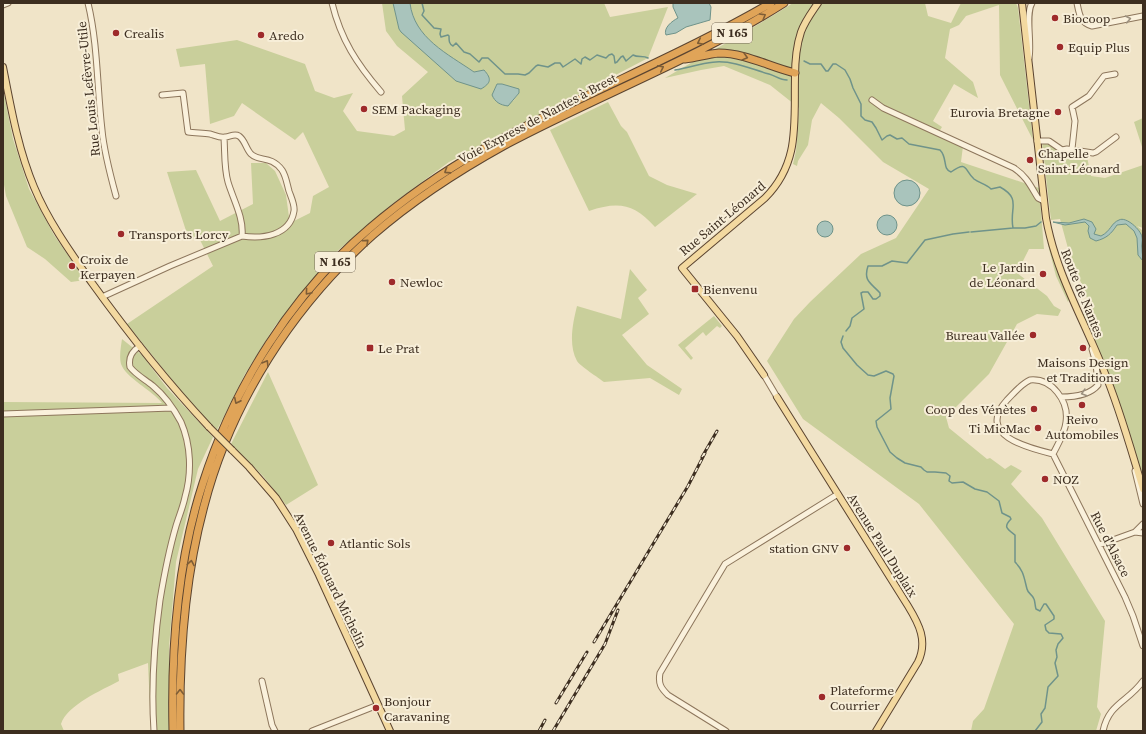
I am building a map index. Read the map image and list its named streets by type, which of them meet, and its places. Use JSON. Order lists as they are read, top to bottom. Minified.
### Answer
{"streets":{"highway":["N 165","Voie Express de Nantes à Brest"],"main road":["Rue Saint-Léonard","Route de Nantes","Avenue Paul Duplaix","Avenue Édouard Michelin"],"street":["Rue Louis Lefèvre-Utile","Rue d'Alsace"]},"crossings":[["Rue Saint-Léonard","Avenue Paul Duplaix"]],"places":{"other":["Biocoop","Crealis","Aredo","Equip Plus","SEM Packaging","Eurovia Bretagne","Chapelle Saint-Léonard","Transports Lorcy","Croix de Kerpayen","Le Jardin de Léonard","Newloc","Bureau Vallée","Maisons Design et Traditions","Reivo Automobiles","Coop des Vénètes","Ti MicMac","NOZ","Atlantic Sols","station GNV","Plateforme Courrier","Bonjour Caravaning"],"transit":["Bienvenu","Le Prat"]}}
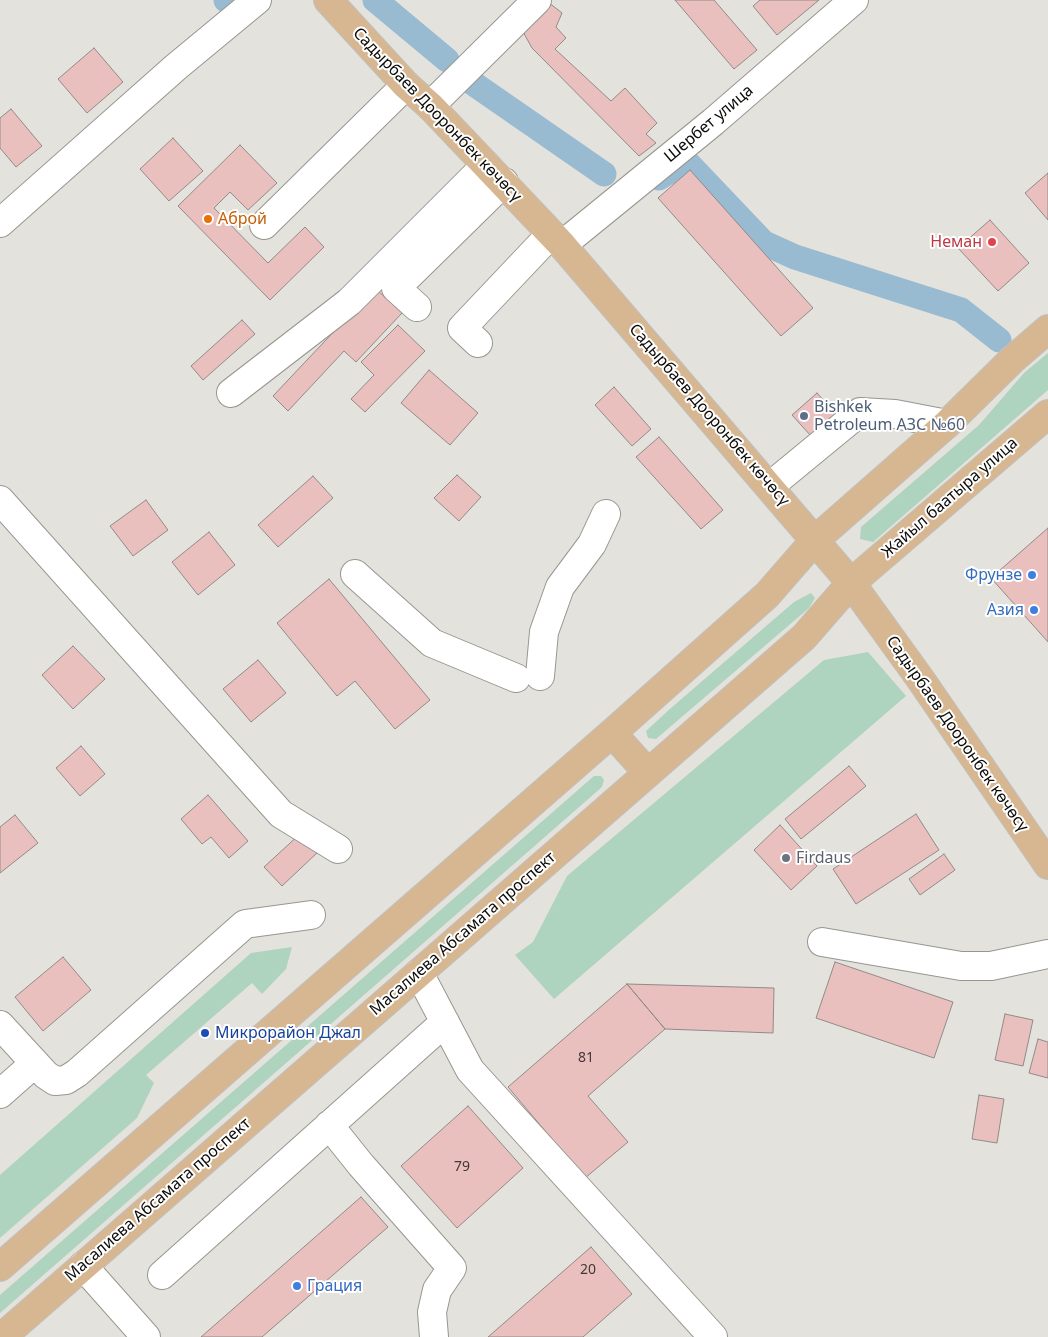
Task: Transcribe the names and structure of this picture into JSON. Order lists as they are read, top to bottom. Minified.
{"streets":{"main road":["Садырбаев Дооронбек көчөсү","Жайыл баатыра улица","Масалиева Абсамата проспект"],"street":["Шербет улица"]},"crossings":[["Садырбаев Дооронбек көчөсү","Шербет улица"],["Садырбаев Дооронбек көчөсү","Жайыл баатыра улица"],["Садырбаев Дооронбек көчөсү","Масалиева Абсамата проспект"],["Жайыл баатыра улица","Масалиева Абсамата проспект"]],"places":["Аброй","Неман","Bishkek Petroleum АЗС №60","Фрунзе","Азия","Firdaus","Микрорайон Джал","Грация"],"house_numbers":["81","79","20"]}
☆ ☆ ☆ ☆ ☆
An exact restatement of the entries above is needed; no picture may appear in it.

## Written answer
I am building a map index. Read the map image and list its named streets by type, which of them meet, and its places. Use JSON. Order lists as they are read, top to bottom. Minified.
### Answer
{"streets":{"highway":["N 165","Voie Express de Nantes à Brest"],"main road":["Rue Saint-Léonard","Route de Nantes","Avenue Paul Duplaix","Avenue Édouard Michelin"],"street":["Rue Louis Lefèvre-Utile","Rue d'Alsace"]},"crossings":[["Rue Saint-Léonard","Avenue Paul Duplaix"]],"places":{"other":["Biocoop","Crealis","Aredo","Equip Plus","SEM Packaging","Eurovia Bretagne","Chapelle Saint-Léonard","Transports Lorcy","Croix de Kerpayen","Le Jardin de Léonard","Newloc","Bureau Vallée","Maisons Design et Traditions","Reivo Automobiles","Coop des Vénètes","Ti MicMac","NOZ","Atlantic Sols","station GNV","Plateforme Courrier","Bonjour Caravaning"],"transit":["Bienvenu","Le Prat"]}}
Task: Transcribe the names and structure of this picture into JSON. Order lists as they are read, top to bottom. Minified.
{"streets":{"main road":["Садырбаев Дооронбек көчөсү","Жайыл баатыра улица","Масалиева Абсамата проспект"],"street":["Шербет улица"]},"crossings":[["Садырбаев Дооронбек көчөсү","Шербет улица"],["Садырбаев Дооронбек көчөсү","Жайыл баатыра улица"],["Садырбаев Дооронбек көчөсү","Масалиева Абсамата проспект"],["Жайыл баатыра улица","Масалиева Абсамата проспект"]],"places":["Аброй","Неман","Bishkek Petroleum АЗС №60","Фрунзе","Азия","Firdaus","Микрорайон Джал","Грация"],"house_numbers":["81","79","20"]}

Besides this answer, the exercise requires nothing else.